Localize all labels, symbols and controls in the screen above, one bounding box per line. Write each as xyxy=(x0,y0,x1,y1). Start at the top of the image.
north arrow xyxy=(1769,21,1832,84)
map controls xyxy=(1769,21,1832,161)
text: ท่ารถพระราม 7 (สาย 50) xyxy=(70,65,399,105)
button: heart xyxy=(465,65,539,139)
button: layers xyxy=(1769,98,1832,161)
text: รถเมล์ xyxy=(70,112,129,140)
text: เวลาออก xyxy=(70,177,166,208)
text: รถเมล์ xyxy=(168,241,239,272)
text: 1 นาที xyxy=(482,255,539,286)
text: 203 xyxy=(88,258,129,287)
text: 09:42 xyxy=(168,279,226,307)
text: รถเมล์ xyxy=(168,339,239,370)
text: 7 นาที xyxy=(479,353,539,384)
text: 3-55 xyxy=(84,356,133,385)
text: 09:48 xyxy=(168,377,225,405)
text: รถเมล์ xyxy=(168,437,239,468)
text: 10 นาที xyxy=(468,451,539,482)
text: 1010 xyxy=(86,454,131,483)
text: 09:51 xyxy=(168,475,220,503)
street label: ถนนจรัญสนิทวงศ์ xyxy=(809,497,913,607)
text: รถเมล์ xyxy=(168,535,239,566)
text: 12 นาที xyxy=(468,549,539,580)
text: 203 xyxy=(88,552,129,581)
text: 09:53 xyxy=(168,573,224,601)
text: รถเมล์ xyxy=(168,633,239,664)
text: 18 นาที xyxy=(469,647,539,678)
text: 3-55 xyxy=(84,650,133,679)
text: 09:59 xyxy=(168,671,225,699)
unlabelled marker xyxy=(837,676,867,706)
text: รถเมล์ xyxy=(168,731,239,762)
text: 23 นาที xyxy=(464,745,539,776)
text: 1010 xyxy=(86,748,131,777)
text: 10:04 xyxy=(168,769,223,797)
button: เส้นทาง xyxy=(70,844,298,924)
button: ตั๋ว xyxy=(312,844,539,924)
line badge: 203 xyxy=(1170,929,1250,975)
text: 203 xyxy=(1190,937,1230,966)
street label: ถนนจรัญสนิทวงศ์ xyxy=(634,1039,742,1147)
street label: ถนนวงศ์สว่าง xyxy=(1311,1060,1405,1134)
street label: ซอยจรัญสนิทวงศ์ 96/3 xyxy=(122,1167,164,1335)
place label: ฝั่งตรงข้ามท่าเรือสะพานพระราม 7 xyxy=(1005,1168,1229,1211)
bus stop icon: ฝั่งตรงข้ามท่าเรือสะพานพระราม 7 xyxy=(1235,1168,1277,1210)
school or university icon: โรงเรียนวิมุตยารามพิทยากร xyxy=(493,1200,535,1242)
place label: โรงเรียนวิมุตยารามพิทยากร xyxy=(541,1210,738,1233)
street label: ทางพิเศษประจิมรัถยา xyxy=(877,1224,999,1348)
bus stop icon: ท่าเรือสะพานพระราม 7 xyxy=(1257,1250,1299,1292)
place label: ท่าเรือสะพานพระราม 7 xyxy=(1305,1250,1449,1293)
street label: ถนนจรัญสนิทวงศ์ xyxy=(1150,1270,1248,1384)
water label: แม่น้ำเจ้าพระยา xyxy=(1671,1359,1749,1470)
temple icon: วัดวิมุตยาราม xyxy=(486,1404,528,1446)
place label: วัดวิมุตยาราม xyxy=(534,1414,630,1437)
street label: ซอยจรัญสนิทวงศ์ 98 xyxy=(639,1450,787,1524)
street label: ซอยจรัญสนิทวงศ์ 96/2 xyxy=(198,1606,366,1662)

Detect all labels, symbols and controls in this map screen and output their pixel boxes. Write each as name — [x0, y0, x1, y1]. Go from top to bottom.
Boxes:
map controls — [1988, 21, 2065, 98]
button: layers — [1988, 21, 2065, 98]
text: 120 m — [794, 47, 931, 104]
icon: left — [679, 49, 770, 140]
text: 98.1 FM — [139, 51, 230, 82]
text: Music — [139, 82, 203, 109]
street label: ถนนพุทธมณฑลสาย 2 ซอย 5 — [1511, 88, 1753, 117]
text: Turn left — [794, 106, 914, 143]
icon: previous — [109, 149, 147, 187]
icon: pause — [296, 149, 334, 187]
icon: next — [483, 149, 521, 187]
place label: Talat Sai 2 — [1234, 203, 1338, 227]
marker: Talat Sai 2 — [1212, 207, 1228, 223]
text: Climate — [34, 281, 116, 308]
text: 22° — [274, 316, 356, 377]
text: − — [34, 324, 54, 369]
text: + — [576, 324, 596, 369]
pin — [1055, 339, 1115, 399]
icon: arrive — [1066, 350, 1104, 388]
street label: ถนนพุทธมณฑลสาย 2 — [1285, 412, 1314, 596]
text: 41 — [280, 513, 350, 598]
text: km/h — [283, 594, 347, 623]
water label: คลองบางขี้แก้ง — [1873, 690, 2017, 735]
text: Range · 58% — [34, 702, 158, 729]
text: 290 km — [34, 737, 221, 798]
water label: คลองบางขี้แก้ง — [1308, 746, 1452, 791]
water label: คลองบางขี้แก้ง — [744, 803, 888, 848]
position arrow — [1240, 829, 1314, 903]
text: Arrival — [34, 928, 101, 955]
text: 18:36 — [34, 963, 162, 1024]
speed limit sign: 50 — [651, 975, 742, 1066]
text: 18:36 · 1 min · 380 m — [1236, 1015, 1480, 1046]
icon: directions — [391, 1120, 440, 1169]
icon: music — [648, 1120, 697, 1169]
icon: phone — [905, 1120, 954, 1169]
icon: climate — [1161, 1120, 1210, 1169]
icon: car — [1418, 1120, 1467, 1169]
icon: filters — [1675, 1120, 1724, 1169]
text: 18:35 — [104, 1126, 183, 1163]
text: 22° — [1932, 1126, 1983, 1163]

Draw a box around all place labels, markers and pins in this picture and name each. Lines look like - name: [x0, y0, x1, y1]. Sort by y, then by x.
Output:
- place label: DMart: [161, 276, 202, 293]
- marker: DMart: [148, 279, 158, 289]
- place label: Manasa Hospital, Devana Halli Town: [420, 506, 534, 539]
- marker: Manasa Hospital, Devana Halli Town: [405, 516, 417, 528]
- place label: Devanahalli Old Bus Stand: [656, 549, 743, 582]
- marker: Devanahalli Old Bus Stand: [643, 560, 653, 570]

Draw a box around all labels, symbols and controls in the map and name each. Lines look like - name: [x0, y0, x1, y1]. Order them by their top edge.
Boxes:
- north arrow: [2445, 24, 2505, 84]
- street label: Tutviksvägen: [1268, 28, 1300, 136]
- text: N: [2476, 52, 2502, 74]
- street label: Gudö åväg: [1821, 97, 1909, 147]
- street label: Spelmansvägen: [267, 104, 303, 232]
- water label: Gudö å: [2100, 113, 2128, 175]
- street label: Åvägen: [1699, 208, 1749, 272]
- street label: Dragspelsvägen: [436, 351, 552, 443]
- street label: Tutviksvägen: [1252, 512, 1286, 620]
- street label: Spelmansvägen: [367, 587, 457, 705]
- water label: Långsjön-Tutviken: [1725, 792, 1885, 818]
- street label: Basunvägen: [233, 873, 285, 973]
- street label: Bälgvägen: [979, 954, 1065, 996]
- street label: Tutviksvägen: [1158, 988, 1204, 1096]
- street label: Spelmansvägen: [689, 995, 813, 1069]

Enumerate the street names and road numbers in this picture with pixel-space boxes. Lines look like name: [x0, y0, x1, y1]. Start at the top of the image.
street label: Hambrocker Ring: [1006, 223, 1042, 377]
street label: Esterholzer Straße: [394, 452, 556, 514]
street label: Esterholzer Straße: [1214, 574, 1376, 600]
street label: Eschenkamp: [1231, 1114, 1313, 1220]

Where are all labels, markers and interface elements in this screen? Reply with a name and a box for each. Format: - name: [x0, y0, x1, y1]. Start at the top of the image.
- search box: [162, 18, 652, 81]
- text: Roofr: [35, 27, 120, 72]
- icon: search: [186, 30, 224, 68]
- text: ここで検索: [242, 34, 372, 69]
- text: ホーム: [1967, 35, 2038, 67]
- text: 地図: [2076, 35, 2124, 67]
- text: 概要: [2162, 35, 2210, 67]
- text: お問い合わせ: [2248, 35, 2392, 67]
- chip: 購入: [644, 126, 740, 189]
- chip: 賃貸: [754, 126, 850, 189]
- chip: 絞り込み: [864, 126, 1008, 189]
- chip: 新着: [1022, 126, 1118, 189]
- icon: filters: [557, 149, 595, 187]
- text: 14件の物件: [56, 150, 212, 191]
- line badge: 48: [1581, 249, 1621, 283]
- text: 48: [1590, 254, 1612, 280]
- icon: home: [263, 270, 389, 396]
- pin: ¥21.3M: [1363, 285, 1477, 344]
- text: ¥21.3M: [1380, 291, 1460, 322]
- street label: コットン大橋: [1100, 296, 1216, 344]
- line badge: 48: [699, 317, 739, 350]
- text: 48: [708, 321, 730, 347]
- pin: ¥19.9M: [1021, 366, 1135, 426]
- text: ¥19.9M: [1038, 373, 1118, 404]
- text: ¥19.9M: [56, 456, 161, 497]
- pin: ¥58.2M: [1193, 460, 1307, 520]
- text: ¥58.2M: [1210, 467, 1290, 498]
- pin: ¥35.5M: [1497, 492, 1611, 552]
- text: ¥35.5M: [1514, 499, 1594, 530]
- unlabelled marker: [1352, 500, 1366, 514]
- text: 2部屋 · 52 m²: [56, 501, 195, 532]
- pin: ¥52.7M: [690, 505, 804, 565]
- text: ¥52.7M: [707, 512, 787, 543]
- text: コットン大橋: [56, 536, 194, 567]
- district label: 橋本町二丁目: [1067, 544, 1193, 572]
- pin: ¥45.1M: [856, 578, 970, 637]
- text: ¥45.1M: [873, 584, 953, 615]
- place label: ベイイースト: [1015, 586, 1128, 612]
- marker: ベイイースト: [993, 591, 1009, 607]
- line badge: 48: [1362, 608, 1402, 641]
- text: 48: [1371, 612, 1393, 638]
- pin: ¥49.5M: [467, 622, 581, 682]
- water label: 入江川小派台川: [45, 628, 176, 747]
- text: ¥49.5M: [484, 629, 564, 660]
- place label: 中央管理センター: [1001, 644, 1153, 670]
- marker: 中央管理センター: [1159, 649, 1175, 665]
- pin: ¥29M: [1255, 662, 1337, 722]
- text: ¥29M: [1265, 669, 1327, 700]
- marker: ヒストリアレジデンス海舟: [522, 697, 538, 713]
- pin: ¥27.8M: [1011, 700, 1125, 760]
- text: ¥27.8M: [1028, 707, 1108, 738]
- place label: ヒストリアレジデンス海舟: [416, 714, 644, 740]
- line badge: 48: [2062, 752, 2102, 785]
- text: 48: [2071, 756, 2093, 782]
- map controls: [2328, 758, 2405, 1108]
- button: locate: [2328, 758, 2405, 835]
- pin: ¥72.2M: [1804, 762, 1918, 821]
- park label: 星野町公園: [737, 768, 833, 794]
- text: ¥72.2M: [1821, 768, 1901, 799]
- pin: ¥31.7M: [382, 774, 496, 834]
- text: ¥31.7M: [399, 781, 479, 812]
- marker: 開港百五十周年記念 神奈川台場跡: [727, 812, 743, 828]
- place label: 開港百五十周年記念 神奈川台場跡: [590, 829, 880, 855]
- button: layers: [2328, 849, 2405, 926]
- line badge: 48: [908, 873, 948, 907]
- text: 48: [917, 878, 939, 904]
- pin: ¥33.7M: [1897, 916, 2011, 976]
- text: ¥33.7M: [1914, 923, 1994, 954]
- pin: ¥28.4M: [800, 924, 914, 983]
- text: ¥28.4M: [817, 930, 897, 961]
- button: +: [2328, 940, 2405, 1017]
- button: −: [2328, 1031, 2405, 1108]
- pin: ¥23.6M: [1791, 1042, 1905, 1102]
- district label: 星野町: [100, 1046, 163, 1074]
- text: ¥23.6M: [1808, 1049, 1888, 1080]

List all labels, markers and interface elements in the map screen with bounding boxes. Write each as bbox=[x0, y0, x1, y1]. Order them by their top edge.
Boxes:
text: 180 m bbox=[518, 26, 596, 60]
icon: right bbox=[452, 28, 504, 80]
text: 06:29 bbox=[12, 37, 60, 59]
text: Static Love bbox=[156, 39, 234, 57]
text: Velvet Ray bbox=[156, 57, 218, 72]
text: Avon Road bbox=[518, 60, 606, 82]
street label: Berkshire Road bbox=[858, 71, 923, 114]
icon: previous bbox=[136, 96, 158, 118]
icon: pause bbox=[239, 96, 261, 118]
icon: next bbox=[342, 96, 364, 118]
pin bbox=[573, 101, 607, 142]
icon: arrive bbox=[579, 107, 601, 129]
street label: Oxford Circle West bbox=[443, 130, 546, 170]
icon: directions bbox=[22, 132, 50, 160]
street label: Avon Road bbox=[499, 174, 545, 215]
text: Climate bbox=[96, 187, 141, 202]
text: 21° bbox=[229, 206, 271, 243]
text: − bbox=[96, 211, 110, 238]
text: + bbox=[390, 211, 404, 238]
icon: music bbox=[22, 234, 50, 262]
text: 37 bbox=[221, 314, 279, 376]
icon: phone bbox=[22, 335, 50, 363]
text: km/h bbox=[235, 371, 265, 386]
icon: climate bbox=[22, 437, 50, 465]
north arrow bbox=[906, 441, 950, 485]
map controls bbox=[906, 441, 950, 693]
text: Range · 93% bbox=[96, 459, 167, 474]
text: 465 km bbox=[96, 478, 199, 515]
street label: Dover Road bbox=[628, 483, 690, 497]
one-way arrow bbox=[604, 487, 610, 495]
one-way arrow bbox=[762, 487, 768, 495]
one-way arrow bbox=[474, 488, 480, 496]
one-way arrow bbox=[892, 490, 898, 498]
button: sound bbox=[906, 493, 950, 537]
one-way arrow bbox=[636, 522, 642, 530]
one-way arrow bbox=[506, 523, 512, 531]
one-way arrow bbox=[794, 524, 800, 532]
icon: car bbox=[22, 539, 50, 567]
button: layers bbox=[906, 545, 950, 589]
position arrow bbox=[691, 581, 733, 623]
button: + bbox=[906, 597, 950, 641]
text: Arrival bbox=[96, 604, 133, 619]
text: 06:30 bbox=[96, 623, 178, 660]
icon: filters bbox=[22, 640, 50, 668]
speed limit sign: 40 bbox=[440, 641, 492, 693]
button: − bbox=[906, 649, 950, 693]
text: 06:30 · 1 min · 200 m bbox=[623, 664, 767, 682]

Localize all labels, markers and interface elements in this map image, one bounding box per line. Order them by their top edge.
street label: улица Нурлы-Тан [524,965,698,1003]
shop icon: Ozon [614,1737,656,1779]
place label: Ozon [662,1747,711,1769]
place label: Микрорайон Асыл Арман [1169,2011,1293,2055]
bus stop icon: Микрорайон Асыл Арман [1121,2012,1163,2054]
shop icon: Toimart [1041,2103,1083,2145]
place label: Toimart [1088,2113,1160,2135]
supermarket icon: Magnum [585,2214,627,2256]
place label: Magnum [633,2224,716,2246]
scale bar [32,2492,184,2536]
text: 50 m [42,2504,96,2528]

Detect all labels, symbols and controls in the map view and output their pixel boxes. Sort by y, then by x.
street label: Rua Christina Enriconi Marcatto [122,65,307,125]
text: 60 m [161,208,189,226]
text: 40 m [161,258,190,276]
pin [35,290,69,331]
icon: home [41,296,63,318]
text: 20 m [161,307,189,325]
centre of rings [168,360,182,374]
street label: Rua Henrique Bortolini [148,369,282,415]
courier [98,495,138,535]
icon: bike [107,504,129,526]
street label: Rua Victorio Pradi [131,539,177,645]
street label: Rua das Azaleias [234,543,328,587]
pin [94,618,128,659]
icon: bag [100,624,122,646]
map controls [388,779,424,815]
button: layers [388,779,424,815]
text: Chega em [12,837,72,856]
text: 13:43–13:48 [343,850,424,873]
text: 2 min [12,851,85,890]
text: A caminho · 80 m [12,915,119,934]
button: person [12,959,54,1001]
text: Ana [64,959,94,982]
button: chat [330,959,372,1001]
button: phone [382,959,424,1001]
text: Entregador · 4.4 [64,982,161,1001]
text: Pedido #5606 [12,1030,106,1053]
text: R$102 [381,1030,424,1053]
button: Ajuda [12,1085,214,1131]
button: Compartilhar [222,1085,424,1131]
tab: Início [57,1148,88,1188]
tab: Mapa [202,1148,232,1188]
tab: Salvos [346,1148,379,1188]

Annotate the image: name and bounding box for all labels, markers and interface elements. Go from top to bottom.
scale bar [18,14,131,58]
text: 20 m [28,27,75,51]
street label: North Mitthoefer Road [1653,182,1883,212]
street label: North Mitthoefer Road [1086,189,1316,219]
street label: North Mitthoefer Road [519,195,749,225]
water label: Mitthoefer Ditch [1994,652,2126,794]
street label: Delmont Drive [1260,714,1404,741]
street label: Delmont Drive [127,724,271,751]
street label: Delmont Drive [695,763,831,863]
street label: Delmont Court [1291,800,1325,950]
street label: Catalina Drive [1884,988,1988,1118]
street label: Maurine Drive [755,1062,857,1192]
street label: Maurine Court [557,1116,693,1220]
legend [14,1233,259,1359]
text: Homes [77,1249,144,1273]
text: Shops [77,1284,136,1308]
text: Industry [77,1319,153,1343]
——————
### WHAT THE TASK REQUIRES
Using the data above, return every line that contains the string "with".

### OUTPUT FOR THIS TASK
Enumerate the street names and road numbers in this picture with pixel-space boxes. Lines look like name: [x0, y0, x1, y1]. Start at the top of the image.
Where are all labels, markers and interface elements in this screen? Reply with a name and a box for each. Format: - name: [x0, y0, x1, y1]. Start at the top of the image.
List all labels, markers and interface elements in the map screen with bounding boxes. Write each as bbox=[x0, y0, x1, y1]. Order them by their top edge.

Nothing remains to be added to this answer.